→ Your task: Only the lines holding "yChannelSelector" are wanted. Copy every one from the records below.

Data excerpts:
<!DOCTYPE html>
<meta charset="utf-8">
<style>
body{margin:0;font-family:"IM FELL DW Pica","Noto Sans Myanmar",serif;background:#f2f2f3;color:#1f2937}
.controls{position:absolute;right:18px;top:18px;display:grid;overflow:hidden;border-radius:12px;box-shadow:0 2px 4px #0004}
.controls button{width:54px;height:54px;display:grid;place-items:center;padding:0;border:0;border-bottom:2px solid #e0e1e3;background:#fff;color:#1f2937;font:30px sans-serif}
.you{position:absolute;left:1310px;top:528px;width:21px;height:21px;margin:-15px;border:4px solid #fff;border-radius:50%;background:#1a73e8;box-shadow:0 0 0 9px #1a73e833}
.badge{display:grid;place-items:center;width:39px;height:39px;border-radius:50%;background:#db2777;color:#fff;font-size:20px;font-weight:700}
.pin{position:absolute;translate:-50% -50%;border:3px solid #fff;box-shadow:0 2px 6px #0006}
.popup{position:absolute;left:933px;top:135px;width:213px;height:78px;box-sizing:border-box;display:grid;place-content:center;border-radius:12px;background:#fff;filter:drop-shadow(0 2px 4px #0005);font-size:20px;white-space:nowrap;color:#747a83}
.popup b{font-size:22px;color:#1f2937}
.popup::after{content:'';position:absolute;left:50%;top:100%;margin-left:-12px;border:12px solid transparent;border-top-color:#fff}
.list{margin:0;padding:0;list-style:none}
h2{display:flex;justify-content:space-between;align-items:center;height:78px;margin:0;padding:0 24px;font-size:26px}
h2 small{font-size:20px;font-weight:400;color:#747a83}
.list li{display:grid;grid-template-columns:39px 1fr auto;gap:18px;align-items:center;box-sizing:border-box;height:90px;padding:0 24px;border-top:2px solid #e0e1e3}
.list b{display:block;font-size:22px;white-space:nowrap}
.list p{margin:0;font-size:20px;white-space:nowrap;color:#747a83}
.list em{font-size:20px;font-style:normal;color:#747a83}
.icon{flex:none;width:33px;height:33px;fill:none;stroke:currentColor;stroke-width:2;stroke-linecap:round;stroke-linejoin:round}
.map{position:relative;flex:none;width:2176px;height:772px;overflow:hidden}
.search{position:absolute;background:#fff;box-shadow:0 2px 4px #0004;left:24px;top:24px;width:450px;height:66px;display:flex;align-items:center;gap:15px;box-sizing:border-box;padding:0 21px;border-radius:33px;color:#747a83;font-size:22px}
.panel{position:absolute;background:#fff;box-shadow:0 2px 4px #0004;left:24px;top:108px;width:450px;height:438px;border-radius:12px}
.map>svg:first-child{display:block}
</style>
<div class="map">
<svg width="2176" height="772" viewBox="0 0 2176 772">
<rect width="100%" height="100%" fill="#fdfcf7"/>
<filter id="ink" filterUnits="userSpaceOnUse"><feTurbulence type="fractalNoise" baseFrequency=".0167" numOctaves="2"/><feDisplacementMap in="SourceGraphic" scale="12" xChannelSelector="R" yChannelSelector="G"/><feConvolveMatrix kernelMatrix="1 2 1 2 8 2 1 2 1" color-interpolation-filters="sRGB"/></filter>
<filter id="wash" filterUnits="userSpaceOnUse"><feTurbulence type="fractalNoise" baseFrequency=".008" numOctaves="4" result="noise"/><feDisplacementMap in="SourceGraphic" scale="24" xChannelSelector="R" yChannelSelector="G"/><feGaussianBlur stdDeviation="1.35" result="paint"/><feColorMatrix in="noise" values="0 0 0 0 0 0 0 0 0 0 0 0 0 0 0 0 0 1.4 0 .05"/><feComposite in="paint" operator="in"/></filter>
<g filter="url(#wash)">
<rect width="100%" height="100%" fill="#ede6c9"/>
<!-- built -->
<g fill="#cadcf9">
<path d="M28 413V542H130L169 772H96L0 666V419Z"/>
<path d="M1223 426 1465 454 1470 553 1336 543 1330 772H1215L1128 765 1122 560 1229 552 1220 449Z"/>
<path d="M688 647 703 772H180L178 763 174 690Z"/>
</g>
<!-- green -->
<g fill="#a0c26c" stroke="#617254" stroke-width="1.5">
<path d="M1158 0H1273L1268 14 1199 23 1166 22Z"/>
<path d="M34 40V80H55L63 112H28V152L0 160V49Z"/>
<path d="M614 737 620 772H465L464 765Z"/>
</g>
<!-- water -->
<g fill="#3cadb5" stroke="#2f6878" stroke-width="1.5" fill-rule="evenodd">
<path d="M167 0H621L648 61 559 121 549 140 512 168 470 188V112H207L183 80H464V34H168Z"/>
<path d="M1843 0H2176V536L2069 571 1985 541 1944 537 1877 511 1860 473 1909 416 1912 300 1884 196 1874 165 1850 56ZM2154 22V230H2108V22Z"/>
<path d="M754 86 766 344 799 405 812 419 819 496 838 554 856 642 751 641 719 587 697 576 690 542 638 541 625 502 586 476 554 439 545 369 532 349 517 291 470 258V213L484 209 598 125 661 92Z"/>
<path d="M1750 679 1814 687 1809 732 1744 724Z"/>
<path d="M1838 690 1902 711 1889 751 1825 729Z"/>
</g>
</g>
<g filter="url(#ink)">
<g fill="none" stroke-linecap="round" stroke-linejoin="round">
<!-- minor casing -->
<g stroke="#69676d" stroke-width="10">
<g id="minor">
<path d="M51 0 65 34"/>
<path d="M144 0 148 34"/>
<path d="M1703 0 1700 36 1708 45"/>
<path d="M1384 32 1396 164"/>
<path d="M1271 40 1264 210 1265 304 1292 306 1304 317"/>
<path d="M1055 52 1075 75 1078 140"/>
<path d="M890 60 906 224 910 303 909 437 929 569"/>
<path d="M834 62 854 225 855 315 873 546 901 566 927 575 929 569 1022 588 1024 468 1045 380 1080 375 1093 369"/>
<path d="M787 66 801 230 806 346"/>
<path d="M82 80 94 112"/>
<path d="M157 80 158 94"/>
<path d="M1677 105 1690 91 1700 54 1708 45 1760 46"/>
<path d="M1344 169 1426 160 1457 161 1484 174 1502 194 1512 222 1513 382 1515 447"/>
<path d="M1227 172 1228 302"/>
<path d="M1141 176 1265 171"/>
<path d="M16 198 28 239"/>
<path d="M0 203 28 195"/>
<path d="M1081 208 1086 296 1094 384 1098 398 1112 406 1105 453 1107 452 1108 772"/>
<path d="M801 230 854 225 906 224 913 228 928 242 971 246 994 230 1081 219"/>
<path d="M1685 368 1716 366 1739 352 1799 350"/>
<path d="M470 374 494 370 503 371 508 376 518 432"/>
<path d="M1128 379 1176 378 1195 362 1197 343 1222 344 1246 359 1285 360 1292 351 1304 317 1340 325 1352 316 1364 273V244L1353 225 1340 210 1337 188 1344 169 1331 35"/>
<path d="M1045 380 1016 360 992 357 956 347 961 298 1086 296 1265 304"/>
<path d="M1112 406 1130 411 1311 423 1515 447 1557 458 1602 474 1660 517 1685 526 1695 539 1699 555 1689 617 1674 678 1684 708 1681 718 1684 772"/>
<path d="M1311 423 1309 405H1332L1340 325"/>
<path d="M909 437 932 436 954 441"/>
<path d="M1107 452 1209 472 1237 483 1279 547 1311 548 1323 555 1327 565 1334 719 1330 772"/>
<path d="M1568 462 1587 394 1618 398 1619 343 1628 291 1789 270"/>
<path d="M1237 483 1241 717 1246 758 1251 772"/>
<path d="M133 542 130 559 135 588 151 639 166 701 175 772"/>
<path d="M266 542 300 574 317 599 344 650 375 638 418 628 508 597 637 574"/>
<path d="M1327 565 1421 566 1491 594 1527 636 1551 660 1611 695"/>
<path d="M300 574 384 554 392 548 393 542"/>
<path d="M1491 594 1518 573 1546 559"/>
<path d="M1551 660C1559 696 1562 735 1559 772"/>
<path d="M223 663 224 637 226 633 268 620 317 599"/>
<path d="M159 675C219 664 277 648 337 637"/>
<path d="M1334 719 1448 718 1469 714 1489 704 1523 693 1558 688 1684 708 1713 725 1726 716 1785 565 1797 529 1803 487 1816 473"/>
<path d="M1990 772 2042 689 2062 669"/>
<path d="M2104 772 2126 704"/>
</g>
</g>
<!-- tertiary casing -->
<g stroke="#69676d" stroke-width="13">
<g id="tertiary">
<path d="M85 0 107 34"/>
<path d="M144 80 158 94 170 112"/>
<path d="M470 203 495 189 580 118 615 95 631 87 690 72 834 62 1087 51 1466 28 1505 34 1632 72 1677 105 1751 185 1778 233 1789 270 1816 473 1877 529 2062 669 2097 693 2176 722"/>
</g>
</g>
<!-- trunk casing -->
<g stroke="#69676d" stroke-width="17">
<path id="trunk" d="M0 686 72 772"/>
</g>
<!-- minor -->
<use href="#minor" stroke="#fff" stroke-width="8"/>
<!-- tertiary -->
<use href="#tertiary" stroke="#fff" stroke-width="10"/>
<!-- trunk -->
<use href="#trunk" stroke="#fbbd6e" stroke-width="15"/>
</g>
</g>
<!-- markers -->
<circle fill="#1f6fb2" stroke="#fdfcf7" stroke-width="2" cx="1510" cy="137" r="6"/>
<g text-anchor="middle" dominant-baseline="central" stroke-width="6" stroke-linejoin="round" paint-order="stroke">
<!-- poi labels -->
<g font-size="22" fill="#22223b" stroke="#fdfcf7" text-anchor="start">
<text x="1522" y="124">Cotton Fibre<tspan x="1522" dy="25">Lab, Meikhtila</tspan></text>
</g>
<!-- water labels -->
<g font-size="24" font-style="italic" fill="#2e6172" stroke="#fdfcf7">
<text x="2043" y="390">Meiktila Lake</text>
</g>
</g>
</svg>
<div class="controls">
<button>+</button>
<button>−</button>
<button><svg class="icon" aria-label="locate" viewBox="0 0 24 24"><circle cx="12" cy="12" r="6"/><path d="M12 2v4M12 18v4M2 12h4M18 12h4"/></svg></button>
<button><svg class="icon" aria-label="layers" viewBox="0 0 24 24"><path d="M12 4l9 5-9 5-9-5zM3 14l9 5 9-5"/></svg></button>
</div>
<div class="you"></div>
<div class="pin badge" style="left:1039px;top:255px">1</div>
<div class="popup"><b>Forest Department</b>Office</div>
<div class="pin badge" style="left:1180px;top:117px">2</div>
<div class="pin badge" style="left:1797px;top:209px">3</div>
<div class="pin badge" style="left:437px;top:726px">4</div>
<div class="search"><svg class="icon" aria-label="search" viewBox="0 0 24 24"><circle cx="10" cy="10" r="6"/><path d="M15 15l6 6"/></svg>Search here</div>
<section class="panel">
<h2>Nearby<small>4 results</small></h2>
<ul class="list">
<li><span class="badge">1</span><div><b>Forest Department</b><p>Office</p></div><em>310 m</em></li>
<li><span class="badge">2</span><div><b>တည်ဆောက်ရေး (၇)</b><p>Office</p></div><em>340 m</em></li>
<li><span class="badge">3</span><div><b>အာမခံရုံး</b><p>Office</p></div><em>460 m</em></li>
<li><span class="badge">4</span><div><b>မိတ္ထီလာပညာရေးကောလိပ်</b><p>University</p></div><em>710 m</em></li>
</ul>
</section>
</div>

→ Response area:
<filter id="ink" filterUnits="userSpaceOnUse"><feTurbulence type="fractalNoise" baseFrequency=".0167" numOctaves="2"/><feDisplacementMap in="SourceGraphic" scale="12" xChannelSelector="R" yChannelSelector="G"/><feConvolveMatrix kernelMatrix="1 2 1 2 8 2 1 2 1" color-interpolation-filters="sRGB"/></filter>
<filter id="wash" filterUnits="userSpaceOnUse"><feTurbulence type="fractalNoise" baseFrequency=".008" numOctaves="4" result="noise"/><feDisplacementMap in="SourceGraphic" scale="24" xChannelSelector="R" yChannelSelector="G"/><feGaussianBlur stdDeviation="1.35" result="paint"/><feColorMatrix in="noise" values="0 0 0 0 0 0 0 0 0 0 0 0 0 0 0 0 0 1.4 0 .05"/><feComposite in="paint" operator="in"/></filter>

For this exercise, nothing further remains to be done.